Fixing High Load Average on Linux When CPU Usage Looks Normal
Load average is climbing but top shows plenty of idle CPU. This almost always means processes stuck waiting on I/O, not a CPU problem — here's how to actually find which one.
Linux’s load average counts processes that are either running or waiting to run — including processes blocked waiting on I/O, not just ones actually consuming CPU. A high load average alongside low CPU usage almost always means the second case: something is stuck waiting on disk, network, or another slow resource.
Step 1: confirm this is actually an I/O-wait situation
top
Check the %wa (I/O wait) figure in top’s CPU summary line — a high load average combined with a high %wa and low %us/%sy confirms processes are waiting on I/O rather than genuinely needing more CPU.

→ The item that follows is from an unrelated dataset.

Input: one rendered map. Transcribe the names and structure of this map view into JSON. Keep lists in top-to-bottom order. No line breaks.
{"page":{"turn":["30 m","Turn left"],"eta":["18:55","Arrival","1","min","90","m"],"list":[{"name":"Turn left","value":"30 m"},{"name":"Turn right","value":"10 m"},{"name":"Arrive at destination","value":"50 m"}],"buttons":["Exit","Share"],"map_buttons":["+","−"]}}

Step 2: find processes in uninterruptible sleep
ps aux | awk '$8 ~ /D/ {print}'
Process state D (uninterruptible sleep) specifically means a process is blocked on a kernel-level I/O operation it cannot be interrupted out of — these are exactly the processes inflating load average without touching the CPU.
Step 3: identify what those processes are actually waiting on
cat /proc/<pid>/stack
cat /proc/<pid>/status | grep State
Reading a blocked process’s kernel stack (where permitted) often shows exactly which kernel function it’s stuck in — frequently something disk-I/O-related (wait_on_page_bit, a filesystem journal commit) or network-filesystem-related (an NFS call, similar to FreeBSD’s NFS hard-mount hangs).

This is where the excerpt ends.